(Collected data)
────────────────
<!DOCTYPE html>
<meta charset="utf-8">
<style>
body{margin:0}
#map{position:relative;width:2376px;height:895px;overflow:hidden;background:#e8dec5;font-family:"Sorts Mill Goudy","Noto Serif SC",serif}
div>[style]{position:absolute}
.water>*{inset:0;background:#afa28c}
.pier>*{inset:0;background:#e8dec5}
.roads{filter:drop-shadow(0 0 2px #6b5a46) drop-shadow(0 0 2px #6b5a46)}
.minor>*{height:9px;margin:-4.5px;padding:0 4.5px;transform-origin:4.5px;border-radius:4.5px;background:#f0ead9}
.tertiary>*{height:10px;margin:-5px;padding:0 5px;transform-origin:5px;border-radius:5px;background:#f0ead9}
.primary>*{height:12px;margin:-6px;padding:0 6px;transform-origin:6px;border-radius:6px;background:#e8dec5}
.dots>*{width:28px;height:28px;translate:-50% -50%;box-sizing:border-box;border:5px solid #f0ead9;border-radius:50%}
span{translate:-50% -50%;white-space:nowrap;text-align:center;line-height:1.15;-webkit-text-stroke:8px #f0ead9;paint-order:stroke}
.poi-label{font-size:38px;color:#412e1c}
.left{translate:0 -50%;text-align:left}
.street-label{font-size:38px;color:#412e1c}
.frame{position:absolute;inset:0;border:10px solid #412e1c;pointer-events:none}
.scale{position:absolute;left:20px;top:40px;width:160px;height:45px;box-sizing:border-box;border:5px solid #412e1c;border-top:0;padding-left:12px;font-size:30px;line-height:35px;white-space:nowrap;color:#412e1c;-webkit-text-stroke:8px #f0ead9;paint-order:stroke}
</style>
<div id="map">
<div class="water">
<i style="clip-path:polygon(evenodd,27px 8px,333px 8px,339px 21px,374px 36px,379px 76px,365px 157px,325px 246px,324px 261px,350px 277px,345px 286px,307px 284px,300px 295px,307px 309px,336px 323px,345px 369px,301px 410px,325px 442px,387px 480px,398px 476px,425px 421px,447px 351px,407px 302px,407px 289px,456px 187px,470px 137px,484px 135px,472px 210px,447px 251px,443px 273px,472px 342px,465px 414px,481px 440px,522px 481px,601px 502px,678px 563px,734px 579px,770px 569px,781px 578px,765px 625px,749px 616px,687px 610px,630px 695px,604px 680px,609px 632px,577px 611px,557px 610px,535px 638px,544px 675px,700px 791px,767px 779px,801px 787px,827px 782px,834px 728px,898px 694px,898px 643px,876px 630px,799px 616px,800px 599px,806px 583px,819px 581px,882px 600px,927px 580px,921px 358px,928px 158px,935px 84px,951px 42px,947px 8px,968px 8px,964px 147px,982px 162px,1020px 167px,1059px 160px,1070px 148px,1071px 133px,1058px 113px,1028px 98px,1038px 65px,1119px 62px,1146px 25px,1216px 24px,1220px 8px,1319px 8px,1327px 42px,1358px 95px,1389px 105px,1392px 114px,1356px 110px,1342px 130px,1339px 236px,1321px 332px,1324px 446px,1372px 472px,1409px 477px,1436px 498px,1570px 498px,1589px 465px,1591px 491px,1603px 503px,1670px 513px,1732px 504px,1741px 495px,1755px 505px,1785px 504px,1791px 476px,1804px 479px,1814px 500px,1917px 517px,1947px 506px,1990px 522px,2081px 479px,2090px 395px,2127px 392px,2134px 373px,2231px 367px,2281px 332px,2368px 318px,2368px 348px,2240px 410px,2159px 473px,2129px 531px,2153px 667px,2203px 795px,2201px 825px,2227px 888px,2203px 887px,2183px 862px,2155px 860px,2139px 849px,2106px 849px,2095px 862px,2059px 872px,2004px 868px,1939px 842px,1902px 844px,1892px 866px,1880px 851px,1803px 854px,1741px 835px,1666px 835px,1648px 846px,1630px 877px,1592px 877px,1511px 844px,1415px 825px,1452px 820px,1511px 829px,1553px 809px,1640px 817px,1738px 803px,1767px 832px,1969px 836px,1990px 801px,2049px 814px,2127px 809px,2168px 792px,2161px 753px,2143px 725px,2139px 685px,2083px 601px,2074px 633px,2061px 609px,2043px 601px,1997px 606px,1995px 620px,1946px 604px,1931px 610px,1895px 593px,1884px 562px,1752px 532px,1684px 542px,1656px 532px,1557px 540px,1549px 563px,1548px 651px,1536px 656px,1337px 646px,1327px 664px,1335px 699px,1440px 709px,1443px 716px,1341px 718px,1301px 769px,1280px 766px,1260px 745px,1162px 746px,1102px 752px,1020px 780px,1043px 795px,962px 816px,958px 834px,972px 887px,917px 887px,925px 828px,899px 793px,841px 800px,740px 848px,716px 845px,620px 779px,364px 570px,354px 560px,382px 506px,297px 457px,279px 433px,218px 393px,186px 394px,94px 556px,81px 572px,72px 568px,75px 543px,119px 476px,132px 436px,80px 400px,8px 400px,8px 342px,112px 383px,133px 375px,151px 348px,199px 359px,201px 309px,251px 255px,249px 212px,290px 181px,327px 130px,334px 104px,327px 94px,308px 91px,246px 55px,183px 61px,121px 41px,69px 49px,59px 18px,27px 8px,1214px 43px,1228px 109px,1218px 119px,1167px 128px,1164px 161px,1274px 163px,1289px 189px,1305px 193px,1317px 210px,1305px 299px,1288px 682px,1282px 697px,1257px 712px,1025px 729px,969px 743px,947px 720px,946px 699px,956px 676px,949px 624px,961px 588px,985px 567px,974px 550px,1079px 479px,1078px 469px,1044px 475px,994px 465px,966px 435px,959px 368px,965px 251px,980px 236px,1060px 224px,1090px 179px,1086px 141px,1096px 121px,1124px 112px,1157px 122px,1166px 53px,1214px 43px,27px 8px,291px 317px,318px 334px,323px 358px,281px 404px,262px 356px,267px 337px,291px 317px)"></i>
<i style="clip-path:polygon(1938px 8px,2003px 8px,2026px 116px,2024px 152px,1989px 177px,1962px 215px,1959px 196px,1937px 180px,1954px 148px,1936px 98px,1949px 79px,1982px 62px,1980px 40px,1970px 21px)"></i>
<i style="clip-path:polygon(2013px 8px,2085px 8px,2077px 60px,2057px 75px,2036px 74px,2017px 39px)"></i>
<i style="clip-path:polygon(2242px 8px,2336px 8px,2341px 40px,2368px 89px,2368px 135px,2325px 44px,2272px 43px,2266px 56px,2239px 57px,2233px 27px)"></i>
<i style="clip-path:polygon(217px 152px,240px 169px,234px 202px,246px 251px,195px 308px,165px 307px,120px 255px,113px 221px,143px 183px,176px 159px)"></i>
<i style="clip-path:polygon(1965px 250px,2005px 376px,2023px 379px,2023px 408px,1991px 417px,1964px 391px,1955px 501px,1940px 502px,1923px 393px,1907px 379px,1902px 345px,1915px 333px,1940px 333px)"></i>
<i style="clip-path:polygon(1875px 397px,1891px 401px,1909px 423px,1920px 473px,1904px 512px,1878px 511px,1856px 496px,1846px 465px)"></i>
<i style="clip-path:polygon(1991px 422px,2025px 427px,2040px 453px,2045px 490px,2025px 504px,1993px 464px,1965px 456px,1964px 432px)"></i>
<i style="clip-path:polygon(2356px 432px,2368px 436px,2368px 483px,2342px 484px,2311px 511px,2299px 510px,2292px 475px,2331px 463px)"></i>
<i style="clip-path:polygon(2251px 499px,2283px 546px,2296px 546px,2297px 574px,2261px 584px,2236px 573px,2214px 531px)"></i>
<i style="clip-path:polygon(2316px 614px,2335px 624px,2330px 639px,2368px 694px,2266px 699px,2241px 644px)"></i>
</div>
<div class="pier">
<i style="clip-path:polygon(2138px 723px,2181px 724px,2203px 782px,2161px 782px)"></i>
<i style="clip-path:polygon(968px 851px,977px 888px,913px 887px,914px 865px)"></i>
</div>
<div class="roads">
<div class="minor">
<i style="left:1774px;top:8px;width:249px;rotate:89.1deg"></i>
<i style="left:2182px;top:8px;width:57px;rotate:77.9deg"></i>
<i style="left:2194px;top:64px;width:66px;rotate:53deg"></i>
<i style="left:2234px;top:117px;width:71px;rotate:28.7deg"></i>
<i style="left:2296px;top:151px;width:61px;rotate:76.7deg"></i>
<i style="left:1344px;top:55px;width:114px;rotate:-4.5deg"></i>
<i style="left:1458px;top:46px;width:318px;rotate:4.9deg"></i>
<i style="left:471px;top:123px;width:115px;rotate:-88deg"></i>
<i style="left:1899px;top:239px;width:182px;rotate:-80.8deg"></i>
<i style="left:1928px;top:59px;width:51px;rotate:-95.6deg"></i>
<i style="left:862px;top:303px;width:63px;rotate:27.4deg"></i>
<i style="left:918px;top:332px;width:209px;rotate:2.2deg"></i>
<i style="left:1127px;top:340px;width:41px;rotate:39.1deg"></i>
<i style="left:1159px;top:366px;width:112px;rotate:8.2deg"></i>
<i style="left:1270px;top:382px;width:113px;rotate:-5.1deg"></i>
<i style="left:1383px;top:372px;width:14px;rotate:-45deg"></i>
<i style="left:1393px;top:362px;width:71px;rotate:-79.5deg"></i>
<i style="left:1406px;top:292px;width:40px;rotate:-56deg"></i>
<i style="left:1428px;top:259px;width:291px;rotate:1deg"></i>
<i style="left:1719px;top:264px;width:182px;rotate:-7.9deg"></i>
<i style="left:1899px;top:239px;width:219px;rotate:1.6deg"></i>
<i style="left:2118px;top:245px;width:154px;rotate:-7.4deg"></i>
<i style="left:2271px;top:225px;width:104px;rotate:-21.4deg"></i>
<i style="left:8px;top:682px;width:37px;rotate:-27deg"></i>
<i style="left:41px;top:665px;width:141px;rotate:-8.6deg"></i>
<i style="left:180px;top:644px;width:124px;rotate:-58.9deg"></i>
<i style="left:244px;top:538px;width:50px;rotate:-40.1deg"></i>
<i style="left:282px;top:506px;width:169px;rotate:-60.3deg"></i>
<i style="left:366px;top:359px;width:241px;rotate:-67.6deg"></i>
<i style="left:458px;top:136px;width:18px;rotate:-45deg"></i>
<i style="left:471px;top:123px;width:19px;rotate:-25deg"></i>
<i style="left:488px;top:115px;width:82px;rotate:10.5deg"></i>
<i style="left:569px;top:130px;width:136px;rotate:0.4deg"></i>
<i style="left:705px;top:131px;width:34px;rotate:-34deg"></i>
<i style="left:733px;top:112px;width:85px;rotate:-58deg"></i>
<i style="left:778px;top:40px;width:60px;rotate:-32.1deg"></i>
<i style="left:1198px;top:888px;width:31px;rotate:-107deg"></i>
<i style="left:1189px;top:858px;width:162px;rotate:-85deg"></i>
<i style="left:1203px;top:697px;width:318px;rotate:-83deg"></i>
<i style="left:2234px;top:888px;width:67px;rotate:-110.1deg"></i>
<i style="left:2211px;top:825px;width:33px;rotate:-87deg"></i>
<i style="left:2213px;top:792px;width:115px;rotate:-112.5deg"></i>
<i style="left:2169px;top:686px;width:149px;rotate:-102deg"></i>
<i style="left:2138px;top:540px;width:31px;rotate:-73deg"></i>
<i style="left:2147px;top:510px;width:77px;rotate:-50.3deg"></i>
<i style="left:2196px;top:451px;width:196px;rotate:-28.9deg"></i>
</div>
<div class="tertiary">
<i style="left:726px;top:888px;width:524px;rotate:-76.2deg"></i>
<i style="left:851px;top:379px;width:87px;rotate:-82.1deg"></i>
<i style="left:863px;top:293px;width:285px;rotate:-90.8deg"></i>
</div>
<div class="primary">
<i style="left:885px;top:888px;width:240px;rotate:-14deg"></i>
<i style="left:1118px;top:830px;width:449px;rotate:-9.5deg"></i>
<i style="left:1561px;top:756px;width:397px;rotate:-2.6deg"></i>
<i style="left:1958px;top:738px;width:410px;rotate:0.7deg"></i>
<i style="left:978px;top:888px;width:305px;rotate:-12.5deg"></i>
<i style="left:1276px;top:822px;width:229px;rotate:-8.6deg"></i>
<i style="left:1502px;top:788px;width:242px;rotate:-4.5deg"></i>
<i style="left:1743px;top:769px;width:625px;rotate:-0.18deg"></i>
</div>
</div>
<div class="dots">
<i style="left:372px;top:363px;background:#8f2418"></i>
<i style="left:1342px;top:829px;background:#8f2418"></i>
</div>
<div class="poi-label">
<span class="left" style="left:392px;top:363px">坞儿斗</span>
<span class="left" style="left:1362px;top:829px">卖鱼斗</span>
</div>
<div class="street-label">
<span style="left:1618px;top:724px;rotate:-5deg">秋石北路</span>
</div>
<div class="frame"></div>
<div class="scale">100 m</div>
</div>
────────────────
Write out only the lines from the very start of the entries above to the line that includes "2px #6b5a46) drop-shadow(0", both ends included, each one unchanged.

<!DOCTYPE html>
<meta charset="utf-8">
<style>
body{margin:0}
#map{position:relative;width:2376px;height:895px;overflow:hidden;background:#e8dec5;font-family:"Sorts Mill Goudy","Noto Serif SC",serif}
div>[style]{position:absolute}
.water>*{inset:0;background:#afa28c}
.pier>*{inset:0;background:#e8dec5}
.roads{filter:drop-shadow(0 0 2px #6b5a46) drop-shadow(0 0 2px #6b5a46)}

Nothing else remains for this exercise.